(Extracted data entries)
-------------------------
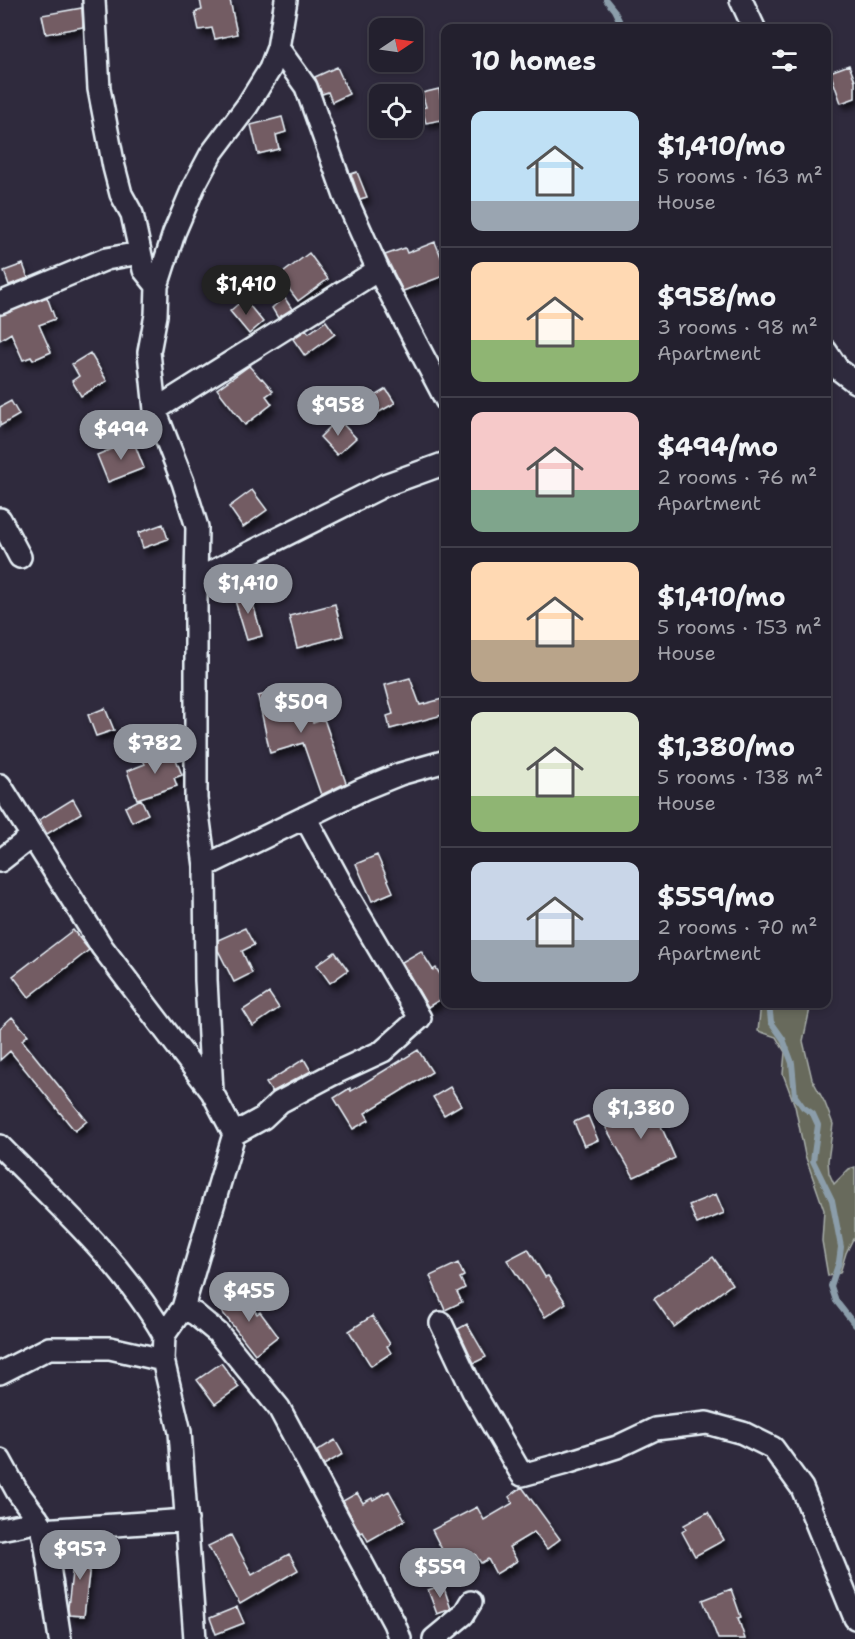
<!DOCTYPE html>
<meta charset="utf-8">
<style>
body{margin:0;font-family:"Shantell Sans",sans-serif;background:#2b2836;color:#f1f3f6;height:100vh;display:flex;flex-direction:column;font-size:22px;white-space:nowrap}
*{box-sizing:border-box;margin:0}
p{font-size:20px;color:#a3a3aa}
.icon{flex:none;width:33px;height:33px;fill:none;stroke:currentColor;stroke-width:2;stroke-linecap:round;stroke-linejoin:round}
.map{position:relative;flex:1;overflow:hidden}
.sheet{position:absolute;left:441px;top:24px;width:390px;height:984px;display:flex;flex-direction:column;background:#23202e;border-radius:12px;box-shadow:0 3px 9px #0003,0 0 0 2px #403e4a}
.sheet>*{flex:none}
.needle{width:39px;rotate:77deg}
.fabs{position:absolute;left:369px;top:18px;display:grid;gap:12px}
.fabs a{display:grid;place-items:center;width:54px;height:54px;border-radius:12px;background:#23202e;box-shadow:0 3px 9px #0003,0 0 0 2px #403e4a;font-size:30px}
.price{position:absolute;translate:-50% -51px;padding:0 14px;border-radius:21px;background:#8c9099;color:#fff;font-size:20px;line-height:39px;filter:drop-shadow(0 2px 3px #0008)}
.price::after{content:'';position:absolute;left:50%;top:36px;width:18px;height:14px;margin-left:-9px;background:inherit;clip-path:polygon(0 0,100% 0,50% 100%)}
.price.active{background:#222;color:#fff}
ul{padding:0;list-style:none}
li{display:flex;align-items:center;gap:18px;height:150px;padding:0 30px}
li+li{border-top:2px solid #403e4a}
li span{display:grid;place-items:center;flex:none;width:168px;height:120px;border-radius:12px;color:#555}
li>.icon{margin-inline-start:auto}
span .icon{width:72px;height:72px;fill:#fffc;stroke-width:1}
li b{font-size:26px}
h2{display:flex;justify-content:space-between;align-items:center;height:72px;padding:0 30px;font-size:26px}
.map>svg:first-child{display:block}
</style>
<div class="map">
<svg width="855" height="1639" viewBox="0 0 855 1639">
<defs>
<filter id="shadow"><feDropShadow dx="3.5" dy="6" stdDeviation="3" flood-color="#0009"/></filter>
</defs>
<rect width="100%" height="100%" fill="#2f2a3d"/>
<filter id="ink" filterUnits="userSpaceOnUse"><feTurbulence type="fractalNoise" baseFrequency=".0167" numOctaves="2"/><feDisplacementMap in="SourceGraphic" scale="12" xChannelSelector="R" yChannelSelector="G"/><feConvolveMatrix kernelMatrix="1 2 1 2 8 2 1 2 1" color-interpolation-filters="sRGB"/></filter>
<g filter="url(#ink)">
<!-- green -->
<path fill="#676a5b" stroke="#a8aeaa" stroke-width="1.5" d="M761,1004H811L803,1041L812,1079L825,1103L833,1124L828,1161L829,1173L834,1184L849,1169L855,1167V1240L853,1239L846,1253L840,1273L828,1276L822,1241L824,1210L805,1155L795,1106L783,1074L785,1052L776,1037L758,1031Z"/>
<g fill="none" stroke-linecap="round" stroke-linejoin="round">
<!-- stream -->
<path stroke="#8b9daa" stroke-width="6" d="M606,0L614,10L623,28
M769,1004L771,1022L783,1039L792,1063L795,1096L803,1107L813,1114L818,1125L813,1161L832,1200L841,1247L839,1262L831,1286L836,1301L855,1325"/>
</g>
<!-- building -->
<path fill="#735b64" stroke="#e8f1f8" stroke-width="1.5" filter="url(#shadow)" d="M200,0H230L237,34L215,39L212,28L199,30L195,12L202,10Z
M82,8L83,27L46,34L42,15Z
M849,65L855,81V98L841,103L830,72Z
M337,67L349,94L332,102L328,92L322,94L315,77Z
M439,89L441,101L446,100V119L426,123L422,108L426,107L422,93Z
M282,117L286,132L276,135L279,149L258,154L251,125Z
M357,172L367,197L360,199L351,174Z
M435,242L446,269V275L403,291L385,255L405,248L407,253Z
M309,253L328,279L298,301L279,276Z
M23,264L28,278L9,285L4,271Z
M47,297L55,319L39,325L51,352L33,360L31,357L23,360L11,333L0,340V315Z
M284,297L292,309L278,318L272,308Z
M244,299L263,322L249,334L230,311Z
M326,321L335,334L305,356L293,339L306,330L309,333Z
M90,353L107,381L81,396L72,381L79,376L72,364Z
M249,366L261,379L262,378L273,391L266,396L272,404L245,425L217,389Z
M386,389L395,403L374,415L366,401Z
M11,401L19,415L0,426V407Z
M338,419L356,438L337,455L320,437Z
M133,440L144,468L108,482L97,455Z
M252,490L267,510L243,527L229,507Z
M163,524L168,539L143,548L138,533Z
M249,590L262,636L247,640L233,594Z
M335,604L343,636L297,648L289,616Z
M410,678L420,705L446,698V714L390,729L387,716L393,714L385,685Z
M303,685L313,723L324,719L346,783L321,795L303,743L270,753L258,696Z
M105,708L114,730L96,736L88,715Z
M157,753L159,759L174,754L182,775L174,778L177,786L137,799L127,771L145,764L142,758Z
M73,799L81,813L47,834L39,820Z
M141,799L148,814L132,822L125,807Z
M377,855L393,892L372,901L356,864Z
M245,928L254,945L242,951L252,973L234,982L218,950V940Z
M73,930L89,950L29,997L13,976Z
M421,951L433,970L436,968L446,983V996L428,1007L402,962Z
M335,952L348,970L330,983L317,965Z
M269,993L279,1008L253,1026L243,1010Z
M12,1017L28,1035L22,1040L87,1121L75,1131L10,1051L0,1060V1028Z
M418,1050L432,1072L365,1113L369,1120L353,1129L334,1098L350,1088L351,1091Z
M304,1059L311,1071L272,1092L266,1083Z
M450,1087L461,1105L444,1115L433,1097Z
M650,1101L675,1158L634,1177L606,1128Z
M588,1116L598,1140L584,1146L574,1122Z
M716,1194L724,1213L697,1224L689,1205Z
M528,1249L545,1277L548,1276L566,1303L545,1317L507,1260Z
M713,1257L732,1284L674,1327L654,1299Z
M458,1263L464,1276L460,1278L465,1288L457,1292L462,1302L445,1310L430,1276Z
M236,1295L238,1298L243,1295L257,1314L260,1312L278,1336L255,1354L219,1308Z
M372,1316L390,1344L387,1346L391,1353L371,1366L349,1331Z
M467,1324L486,1357L474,1363L458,1329Z
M221,1363L239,1387L215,1404L197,1380Z
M335,1440L343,1454L324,1465L317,1451Z
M522,1487L560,1539L547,1549L534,1532L509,1547L517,1561L496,1574L488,1559L481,1563L475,1554L450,1565L432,1530L477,1507L484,1520L513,1503L509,1497Z
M389,1491L405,1520L368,1541L363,1532L360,1533L343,1501L357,1493L363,1503L372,1498L373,1500Z
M708,1512L724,1540L695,1556L682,1532L686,1529L684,1525Z
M231,1535L252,1575L289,1554L298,1570L240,1604L208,1546Z
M75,1546L92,1548L84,1616L69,1615L68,1608Z
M443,1585L451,1609L437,1614L428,1590Z
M731,1589L741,1617L738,1618L745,1639H718L703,1600Z
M237,1607L244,1623L216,1634L210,1618Z"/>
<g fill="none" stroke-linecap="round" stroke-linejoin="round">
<defs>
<path id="minor" d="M94,0L99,89L114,167L121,194L132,214L144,270L157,286
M286,0L278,48L306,87L345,196L378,270L446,400
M741,0L754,28
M0,303L106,259L140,253
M826,351L838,369L855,382
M155,410L378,270
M0,519L20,557
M196,580L197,527L183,482L155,410L149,352L156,315L157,286L174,233L194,186L211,154L247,106L270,69L278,48
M0,785L102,947L212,1092L234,1134
M0,861L32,836
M205,866L363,789L400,774L446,761
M212,1092L206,980L205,866L196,799V580L385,485L446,463
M0,1146C58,1205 123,1263 164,1335
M183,1308L195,1314L218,1333L279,1408L394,1623L400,1639
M441,1323L473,1391L522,1475L566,1463L617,1447L655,1429L707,1423L743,1433L773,1448L802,1488L855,1618
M0,1373L49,1348H110L163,1360
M0,1460L17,1491L41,1524L45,1540L60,1639
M0,1529L26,1524L37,1518
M42,1530L187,1520
M195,1639L180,1432L163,1360L164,1335L183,1308L234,1134L263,1118L280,1102L331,1075L383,1051L420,1018L344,889L305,817
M434,1639L463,1615L471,1602"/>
</defs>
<!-- minor casing -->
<use href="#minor" stroke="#e8f1f8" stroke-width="26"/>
<!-- minor -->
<use href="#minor" stroke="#2f2a3d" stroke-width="21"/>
</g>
</g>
</svg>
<div class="fabs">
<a><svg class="needle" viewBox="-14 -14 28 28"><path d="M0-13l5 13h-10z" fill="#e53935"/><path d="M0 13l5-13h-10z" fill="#a3a3aa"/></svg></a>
<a><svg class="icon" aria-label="locate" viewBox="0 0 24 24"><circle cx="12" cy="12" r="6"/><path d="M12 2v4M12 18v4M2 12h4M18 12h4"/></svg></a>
</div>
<b class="price active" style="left:246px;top:316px">$1,410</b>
<b class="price" style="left:338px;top:437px">$958</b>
<b class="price" style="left:121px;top:461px">$494</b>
<b class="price" style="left:248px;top:615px">$1,410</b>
<b class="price" style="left:301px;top:734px">$509</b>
<b class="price" style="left:155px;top:775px">$782</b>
<b class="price" style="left:641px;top:1140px">$1,380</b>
<b class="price" style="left:249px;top:1323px">$455</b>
<b class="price" style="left:80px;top:1581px">$957</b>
<b class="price" style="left:440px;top:1599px">$559</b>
<section class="sheet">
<h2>10 homes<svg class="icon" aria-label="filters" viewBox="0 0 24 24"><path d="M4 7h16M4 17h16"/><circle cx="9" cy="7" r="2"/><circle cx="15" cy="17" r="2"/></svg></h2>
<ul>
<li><span style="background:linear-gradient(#bfe0f5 75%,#9aa5b1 0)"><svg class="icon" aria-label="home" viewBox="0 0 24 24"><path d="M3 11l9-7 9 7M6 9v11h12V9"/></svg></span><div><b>$1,410/mo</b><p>5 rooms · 163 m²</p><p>House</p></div></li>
<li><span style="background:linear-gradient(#ffd9b3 65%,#8fb573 0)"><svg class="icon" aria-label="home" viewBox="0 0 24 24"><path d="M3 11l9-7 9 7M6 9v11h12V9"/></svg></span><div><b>$958/mo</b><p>3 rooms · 98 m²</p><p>Apartment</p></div></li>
<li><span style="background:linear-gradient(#f6c9c9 65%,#7fa58c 0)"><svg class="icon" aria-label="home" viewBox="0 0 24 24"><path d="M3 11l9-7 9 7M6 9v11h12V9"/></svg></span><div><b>$494/mo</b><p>2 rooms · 76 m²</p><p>Apartment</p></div></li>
<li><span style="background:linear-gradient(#ffd9b3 65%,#b9a48a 0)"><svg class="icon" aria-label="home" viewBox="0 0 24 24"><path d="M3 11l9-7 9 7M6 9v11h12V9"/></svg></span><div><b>$1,410/mo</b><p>5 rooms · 153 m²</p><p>House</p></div></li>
<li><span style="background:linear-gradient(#dfe7d0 70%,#8fb573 0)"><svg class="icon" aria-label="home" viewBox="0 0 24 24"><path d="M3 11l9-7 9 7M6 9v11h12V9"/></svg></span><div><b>$1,380/mo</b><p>5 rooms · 138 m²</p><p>House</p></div></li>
<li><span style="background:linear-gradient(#c9d6e8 65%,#9aa5b1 0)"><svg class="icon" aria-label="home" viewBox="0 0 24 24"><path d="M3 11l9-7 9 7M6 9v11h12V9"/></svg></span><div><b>$559/mo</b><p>2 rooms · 70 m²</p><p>Apartment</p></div></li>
</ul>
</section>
</div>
-------------------------
> _YOUR OBJECTIVE_: Each line of the entries holding the string "position" should be found and copied.

> _RESULT OF THE TASK_:
.map{position:relative;flex:1;overflow:hidden}
.sheet{position:absolute;left:441px;top:24px;width:390px;height:984px;display:flex;flex-direction:column;background:#23202e;border-radius:12px;box-shadow:0 3px 9px #0003,0 0 0 2px #403e4a}
.fabs{position:absolute;left:369px;top:18px;display:grid;gap:12px}
.price{position:absolute;translate:-50% -51px;padding:0 14px;border-radius:21px;background:#8c9099;color:#fff;font-size:20px;line-height:39px;filter:drop-shadow(0 2px 3px #0008)}
.price::after{content:'';position:absolute;left:50%;top:36px;width:18px;height:14px;margin-left:-9px;background:inherit;clip-path:polygon(0 0,100% 0,50% 100%)}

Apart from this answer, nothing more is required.